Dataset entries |
▬▬▬▬▬▬▬▬▬▬

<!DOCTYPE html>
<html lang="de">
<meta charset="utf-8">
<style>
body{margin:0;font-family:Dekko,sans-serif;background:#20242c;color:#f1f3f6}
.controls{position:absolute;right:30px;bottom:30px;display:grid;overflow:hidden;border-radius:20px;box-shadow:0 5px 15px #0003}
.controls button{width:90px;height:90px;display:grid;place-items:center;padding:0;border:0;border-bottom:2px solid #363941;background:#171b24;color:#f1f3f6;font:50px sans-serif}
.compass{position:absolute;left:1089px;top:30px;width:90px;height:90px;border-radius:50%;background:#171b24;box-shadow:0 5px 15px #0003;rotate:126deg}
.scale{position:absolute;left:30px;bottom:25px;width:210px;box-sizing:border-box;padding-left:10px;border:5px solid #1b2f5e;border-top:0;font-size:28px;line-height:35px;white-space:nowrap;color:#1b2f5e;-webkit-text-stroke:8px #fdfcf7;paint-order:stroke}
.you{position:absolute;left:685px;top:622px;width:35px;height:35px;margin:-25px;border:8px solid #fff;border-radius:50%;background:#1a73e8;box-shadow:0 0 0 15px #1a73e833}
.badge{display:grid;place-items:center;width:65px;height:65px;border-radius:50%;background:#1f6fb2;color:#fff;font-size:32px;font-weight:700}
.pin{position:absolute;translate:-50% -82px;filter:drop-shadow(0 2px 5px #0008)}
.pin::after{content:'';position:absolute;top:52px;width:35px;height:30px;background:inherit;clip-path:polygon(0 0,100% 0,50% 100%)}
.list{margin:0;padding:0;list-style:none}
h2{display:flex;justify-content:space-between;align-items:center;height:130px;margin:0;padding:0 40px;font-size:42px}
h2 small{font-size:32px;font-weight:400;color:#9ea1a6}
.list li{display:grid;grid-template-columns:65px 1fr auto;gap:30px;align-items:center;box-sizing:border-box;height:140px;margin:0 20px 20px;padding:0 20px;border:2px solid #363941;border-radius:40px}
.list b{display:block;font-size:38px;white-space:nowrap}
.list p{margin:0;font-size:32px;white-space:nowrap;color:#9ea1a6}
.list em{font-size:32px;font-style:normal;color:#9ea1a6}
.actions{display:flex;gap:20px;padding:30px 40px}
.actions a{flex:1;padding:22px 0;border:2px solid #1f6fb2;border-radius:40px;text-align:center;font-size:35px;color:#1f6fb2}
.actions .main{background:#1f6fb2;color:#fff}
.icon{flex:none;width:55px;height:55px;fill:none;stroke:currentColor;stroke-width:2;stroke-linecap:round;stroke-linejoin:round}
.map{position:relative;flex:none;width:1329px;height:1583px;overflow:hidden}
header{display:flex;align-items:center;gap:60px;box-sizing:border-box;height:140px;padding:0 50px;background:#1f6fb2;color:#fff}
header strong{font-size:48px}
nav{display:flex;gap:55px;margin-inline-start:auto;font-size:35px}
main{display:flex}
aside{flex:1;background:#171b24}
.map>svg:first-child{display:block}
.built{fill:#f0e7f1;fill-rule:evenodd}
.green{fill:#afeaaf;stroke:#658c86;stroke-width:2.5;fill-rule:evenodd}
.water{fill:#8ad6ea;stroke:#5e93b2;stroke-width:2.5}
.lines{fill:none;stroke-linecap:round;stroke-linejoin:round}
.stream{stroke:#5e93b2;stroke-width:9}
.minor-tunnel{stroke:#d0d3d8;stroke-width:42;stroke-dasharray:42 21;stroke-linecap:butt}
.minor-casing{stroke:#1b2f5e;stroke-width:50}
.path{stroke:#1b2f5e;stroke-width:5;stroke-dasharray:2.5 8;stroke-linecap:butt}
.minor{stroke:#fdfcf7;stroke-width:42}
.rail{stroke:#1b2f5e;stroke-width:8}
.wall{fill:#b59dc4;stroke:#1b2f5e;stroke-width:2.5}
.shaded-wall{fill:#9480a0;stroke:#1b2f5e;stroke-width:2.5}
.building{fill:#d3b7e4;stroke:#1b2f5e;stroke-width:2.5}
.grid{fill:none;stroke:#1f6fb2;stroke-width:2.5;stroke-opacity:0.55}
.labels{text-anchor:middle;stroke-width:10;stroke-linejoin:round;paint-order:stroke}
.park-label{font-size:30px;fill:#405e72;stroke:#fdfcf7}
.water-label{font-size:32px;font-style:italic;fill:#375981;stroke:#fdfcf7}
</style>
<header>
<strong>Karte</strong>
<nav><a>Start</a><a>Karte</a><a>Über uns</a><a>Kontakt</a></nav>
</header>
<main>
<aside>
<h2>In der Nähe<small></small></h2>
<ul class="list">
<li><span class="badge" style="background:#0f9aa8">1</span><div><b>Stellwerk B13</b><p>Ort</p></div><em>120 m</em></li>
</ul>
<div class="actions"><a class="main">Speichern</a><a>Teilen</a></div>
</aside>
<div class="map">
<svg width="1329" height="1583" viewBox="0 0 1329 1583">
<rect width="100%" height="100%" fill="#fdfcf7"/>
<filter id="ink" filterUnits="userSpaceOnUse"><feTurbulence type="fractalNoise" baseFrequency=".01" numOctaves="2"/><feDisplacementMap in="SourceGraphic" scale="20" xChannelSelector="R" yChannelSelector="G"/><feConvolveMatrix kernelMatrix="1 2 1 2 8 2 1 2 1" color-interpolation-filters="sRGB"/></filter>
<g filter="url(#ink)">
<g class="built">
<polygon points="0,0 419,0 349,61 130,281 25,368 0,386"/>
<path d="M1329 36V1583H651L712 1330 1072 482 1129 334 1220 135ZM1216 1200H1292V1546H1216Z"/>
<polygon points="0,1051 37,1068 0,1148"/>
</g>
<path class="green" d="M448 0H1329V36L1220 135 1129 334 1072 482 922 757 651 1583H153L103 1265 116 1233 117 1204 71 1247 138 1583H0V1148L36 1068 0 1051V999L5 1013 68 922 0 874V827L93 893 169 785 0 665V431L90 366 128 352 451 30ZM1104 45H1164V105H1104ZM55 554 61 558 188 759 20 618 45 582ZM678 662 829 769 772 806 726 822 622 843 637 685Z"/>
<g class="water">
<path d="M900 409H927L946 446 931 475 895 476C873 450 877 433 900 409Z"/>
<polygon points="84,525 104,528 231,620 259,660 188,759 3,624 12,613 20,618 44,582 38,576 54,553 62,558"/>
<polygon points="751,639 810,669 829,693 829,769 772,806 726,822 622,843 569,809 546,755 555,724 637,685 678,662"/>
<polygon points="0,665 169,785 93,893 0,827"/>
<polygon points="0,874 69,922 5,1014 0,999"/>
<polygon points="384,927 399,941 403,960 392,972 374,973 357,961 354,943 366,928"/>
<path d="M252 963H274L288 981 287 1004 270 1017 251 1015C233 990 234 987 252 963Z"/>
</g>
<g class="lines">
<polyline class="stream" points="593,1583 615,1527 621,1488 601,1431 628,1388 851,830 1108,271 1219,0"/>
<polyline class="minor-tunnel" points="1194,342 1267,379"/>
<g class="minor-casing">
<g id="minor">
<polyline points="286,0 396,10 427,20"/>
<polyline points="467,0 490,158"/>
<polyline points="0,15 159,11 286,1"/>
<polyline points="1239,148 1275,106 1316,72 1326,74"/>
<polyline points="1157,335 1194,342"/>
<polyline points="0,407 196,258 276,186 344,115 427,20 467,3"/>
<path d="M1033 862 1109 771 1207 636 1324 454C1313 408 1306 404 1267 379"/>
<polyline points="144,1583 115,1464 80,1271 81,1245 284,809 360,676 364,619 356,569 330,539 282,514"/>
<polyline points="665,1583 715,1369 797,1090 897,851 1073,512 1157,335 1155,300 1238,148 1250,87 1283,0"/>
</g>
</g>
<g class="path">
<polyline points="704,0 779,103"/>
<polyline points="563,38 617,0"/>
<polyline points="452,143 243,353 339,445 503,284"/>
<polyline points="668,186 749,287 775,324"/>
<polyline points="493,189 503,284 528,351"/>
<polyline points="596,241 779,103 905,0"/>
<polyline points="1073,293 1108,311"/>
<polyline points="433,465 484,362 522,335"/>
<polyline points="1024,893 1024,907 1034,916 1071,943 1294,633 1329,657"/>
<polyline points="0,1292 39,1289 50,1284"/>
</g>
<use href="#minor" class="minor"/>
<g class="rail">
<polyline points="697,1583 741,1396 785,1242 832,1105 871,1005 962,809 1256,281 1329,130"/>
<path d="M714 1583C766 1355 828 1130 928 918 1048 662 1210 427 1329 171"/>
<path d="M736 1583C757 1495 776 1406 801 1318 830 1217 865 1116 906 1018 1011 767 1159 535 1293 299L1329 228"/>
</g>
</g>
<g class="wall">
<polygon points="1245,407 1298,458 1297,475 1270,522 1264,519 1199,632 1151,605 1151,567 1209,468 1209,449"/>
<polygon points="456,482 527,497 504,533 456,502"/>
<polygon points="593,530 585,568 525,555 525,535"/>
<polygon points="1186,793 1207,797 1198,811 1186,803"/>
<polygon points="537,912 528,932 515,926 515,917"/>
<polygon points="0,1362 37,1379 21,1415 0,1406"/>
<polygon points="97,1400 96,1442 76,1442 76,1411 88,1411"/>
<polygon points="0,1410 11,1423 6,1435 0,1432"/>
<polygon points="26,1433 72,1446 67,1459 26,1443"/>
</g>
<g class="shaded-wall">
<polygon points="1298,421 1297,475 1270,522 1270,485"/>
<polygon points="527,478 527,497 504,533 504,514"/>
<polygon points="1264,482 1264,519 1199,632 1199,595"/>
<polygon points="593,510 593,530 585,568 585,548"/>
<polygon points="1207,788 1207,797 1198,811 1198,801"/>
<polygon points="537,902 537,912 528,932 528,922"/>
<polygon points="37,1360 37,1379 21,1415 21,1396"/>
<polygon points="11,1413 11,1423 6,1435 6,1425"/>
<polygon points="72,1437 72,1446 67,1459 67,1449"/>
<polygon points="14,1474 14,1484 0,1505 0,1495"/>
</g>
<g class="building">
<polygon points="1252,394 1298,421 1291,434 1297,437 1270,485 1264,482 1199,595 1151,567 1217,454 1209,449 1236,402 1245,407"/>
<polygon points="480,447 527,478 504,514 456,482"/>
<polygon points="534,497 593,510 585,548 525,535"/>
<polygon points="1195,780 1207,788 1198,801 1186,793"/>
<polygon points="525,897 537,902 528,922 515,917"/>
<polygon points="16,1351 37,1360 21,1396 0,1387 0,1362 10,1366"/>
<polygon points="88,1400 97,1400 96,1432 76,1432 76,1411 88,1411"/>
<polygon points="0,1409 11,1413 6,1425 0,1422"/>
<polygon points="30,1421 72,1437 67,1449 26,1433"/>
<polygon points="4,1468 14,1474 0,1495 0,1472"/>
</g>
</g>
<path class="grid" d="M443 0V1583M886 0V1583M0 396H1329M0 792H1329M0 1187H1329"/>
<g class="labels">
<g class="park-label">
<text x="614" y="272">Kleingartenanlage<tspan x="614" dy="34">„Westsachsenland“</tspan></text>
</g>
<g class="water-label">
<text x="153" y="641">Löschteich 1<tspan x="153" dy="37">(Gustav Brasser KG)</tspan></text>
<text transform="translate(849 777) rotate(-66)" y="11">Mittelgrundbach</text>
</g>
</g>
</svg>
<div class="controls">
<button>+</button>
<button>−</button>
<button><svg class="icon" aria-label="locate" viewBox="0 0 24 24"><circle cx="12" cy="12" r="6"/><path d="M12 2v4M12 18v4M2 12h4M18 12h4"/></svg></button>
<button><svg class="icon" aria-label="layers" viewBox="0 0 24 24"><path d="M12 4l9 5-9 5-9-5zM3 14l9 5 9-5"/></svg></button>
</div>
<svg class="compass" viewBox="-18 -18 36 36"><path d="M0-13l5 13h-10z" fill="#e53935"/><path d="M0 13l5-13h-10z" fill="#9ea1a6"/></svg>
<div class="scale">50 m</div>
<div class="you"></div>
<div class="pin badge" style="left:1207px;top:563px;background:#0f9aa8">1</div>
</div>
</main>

▬▬▬▬▬▬▬▬▬▬

In the answer, the lines from the first line of the data above through the line containing "solid #fff;border-radius:50%;background:#1a73e8;box-shadow:0 0" must appear exactly as written, with nothing else.

Response for this exercise |
<!DOCTYPE html>
<html lang="de">
<meta charset="utf-8">
<style>
body{margin:0;font-family:Dekko,sans-serif;background:#20242c;color:#f1f3f6}
.controls{position:absolute;right:30px;bottom:30px;display:grid;overflow:hidden;border-radius:20px;box-shadow:0 5px 15px #0003}
.controls button{width:90px;height:90px;display:grid;place-items:center;padding:0;border:0;border-bottom:2px solid #363941;background:#171b24;color:#f1f3f6;font:50px sans-serif}
.compass{position:absolute;left:1089px;top:30px;width:90px;height:90px;border-radius:50%;background:#171b24;box-shadow:0 5px 15px #0003;rotate:126deg}
.scale{position:absolute;left:30px;bottom:25px;width:210px;box-sizing:border-box;padding-left:10px;border:5px solid #1b2f5e;border-top:0;font-size:28px;line-height:35px;white-space:nowrap;color:#1b2f5e;-webkit-text-stroke:8px #fdfcf7;paint-order:stroke}
.you{position:absolute;left:685px;top:622px;width:35px;height:35px;margin:-25px;border:8px solid #fff;border-radius:50%;background:#1a73e8;box-shadow:0 0 0 15px #1a73e833}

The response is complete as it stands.